### Task description
Beneath this instruction is a listing; print exactly the lines in it starting at the line that contains "inset:0; background:#151515; transform-origin:0" and going through the line that contains "display:flex; align-items:center; gap:16px;".
§ §
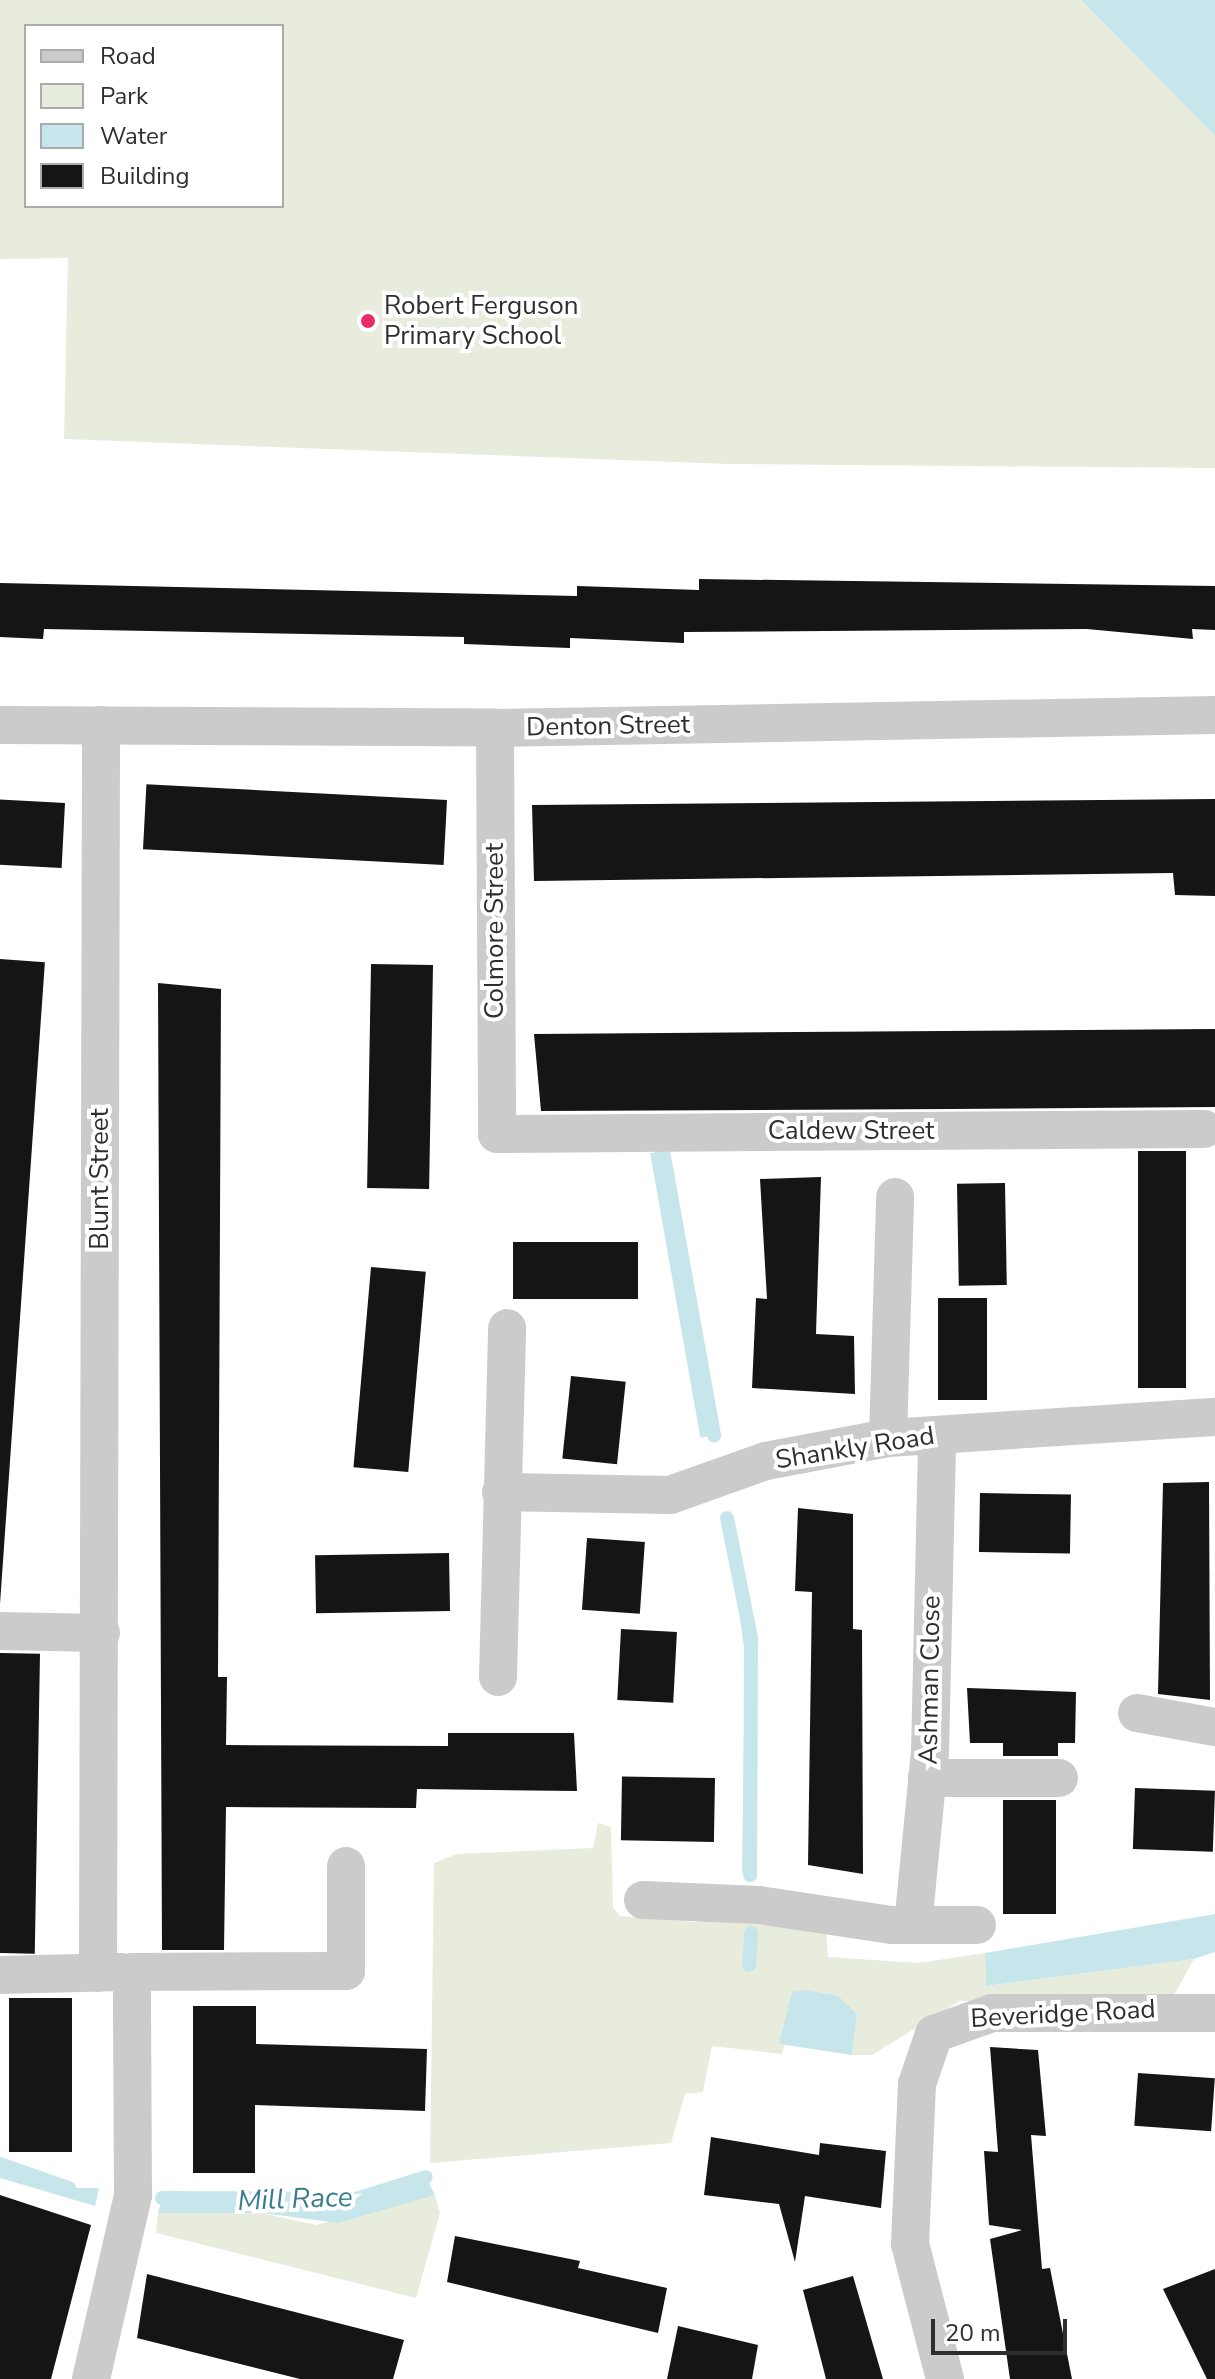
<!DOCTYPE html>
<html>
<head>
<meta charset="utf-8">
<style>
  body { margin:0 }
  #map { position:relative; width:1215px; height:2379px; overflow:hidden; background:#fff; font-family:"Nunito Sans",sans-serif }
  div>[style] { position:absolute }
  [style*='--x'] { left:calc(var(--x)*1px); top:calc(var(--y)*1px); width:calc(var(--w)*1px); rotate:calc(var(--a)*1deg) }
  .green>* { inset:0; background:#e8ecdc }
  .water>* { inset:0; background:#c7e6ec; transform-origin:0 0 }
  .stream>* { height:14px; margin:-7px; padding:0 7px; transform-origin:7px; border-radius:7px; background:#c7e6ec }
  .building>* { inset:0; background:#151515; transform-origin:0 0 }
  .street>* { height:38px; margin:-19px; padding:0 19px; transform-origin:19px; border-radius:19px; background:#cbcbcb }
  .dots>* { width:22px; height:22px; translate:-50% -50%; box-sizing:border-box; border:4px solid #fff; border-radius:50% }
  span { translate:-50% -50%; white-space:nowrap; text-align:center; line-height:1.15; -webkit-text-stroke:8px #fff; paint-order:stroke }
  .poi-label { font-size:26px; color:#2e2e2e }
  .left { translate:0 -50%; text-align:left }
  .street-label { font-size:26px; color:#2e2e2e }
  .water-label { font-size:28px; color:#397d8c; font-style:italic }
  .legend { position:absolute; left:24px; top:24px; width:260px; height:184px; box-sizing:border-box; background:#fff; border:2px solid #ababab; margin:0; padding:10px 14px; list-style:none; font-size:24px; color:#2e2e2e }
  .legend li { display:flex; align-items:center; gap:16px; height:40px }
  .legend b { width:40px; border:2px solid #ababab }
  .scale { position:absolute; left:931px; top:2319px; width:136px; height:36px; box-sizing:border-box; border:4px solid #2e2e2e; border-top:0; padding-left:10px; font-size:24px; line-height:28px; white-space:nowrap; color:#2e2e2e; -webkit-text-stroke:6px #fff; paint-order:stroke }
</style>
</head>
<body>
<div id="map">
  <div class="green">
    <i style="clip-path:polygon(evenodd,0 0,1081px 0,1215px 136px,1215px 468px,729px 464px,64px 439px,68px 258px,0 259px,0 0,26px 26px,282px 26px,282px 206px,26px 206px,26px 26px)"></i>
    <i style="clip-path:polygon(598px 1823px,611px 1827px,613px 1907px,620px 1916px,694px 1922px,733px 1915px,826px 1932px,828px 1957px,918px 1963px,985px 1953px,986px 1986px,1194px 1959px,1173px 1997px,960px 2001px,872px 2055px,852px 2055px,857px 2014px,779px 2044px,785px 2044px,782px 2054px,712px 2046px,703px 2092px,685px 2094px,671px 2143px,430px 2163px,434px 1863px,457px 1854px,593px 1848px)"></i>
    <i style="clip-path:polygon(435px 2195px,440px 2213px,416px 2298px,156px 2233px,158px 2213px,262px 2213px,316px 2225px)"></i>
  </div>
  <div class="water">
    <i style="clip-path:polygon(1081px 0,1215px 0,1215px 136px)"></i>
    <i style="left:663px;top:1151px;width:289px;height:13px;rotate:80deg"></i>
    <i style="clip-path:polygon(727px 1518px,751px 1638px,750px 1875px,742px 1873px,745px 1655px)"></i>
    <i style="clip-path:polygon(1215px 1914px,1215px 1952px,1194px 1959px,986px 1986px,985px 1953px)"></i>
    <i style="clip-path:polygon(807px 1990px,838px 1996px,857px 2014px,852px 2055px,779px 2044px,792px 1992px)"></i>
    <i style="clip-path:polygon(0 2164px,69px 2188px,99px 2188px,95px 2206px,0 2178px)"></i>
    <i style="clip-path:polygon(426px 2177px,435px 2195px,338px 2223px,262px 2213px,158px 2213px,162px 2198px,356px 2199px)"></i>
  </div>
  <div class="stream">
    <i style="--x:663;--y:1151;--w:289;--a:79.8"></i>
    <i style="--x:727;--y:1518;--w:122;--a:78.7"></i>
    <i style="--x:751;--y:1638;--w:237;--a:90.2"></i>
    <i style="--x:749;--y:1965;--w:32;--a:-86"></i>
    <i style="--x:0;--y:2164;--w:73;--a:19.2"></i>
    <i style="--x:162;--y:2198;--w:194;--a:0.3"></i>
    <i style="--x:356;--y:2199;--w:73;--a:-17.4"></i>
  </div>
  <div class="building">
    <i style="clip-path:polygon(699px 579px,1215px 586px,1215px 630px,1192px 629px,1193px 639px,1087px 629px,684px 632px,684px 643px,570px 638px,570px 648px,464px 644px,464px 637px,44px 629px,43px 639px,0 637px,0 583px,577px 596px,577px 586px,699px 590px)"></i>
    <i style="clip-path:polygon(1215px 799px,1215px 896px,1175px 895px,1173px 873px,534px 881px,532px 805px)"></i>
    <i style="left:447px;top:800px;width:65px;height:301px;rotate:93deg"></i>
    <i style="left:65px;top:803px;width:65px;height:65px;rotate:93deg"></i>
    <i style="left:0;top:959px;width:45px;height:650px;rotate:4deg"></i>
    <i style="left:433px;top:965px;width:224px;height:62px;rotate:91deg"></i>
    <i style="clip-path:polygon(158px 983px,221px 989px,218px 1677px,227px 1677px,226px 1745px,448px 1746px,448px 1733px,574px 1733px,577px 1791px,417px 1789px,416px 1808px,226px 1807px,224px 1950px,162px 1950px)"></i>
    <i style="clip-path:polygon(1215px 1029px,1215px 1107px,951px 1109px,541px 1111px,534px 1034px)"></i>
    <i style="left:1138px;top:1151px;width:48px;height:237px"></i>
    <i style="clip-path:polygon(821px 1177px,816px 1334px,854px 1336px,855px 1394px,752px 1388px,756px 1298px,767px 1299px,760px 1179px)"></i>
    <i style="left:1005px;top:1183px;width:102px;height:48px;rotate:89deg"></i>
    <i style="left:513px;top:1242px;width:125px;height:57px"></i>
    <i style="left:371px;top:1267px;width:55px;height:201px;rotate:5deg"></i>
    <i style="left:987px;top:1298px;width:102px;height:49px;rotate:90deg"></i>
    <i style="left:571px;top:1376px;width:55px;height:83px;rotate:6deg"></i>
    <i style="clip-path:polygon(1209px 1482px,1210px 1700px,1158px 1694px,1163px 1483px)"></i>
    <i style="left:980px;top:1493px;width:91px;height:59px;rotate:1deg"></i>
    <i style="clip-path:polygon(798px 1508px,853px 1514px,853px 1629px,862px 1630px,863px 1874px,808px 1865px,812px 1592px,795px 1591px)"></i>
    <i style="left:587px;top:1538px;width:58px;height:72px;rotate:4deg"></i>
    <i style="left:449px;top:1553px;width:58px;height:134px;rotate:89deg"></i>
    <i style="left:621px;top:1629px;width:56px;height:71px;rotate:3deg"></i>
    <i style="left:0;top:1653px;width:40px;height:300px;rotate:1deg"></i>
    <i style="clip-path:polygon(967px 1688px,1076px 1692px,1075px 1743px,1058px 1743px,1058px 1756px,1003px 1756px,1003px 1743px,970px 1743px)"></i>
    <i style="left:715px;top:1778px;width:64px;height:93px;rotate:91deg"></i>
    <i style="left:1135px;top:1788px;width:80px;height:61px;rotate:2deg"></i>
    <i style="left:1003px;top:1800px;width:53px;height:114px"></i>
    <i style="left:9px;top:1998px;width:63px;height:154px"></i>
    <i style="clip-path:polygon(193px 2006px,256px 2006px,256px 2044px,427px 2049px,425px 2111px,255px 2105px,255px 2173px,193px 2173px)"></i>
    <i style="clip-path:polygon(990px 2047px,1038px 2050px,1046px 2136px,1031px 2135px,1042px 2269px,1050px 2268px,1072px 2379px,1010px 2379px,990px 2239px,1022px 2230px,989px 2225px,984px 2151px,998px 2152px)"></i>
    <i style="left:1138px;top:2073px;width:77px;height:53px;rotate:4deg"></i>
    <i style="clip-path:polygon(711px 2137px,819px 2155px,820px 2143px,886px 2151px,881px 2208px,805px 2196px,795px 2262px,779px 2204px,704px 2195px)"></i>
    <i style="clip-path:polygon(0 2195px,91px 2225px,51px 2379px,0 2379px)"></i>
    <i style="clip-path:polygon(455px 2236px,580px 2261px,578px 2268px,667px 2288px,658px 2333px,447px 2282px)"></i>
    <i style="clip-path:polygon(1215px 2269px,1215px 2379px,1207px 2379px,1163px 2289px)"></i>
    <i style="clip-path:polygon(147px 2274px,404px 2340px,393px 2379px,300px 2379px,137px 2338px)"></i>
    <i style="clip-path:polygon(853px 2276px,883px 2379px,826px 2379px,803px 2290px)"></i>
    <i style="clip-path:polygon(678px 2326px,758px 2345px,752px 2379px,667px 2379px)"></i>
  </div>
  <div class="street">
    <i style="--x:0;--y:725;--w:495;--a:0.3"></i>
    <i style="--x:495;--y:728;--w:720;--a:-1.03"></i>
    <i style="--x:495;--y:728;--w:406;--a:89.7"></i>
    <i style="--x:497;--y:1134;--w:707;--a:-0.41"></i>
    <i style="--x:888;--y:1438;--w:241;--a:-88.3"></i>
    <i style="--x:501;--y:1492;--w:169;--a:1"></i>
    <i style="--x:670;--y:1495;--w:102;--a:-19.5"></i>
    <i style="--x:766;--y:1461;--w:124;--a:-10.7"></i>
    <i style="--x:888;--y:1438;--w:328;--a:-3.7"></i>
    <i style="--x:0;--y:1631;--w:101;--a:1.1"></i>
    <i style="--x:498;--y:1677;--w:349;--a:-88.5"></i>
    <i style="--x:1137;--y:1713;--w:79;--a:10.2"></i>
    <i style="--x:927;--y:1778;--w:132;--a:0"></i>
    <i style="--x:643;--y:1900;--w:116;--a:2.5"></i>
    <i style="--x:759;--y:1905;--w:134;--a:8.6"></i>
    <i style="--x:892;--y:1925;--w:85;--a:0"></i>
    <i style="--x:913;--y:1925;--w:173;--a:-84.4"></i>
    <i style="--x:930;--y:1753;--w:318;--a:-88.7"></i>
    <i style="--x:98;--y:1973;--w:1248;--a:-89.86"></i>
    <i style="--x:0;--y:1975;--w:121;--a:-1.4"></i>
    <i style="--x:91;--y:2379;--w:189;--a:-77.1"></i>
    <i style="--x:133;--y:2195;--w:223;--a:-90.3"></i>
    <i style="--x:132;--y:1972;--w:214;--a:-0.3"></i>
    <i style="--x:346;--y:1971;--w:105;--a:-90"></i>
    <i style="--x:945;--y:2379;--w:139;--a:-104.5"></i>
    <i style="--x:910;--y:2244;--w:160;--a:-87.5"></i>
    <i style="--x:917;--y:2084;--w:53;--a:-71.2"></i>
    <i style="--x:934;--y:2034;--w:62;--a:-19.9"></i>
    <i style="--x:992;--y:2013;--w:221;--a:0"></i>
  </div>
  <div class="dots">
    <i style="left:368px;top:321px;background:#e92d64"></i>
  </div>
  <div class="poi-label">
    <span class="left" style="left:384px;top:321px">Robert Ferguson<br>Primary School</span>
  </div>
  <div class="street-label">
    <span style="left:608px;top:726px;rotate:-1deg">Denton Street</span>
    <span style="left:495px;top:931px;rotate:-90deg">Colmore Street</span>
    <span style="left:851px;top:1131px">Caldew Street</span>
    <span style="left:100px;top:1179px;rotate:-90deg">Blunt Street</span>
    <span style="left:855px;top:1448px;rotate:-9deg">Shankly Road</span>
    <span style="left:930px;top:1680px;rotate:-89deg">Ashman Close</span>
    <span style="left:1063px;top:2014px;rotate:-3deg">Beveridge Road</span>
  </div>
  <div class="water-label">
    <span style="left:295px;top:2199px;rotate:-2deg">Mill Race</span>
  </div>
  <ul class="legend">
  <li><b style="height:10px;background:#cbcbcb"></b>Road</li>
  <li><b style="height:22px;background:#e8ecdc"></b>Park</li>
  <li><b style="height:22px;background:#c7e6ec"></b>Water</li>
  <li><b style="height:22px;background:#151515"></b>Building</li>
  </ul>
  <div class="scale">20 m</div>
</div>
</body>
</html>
§ §
### Solution below
  .building>* { inset:0; background:#151515; transform-origin:0 0 }
  .street>* { height:38px; margin:-19px; padding:0 19px; transform-origin:19px; border-radius:19px; background:#cbcbcb }
  .dots>* { width:22px; height:22px; translate:-50% -50%; box-sizing:border-box; border:4px solid #fff; border-radius:50% }
  span { translate:-50% -50%; white-space:nowrap; text-align:center; line-height:1.15; -webkit-text-stroke:8px #fff; paint-order:stroke }
  .poi-label { font-size:26px; color:#2e2e2e }
  .left { translate:0 -50%; text-align:left }
  .street-label { font-size:26px; color:#2e2e2e }
  .water-label { font-size:28px; color:#397d8c; font-style:italic }
  .legend { position:absolute; left:24px; top:24px; width:260px; height:184px; box-sizing:border-box; background:#fff; border:2px solid #ababab; margin:0; padding:10px 14px; list-style:none; font-size:24px; color:#2e2e2e }
  .legend li { display:flex; align-items:center; gap:16px; height:40px }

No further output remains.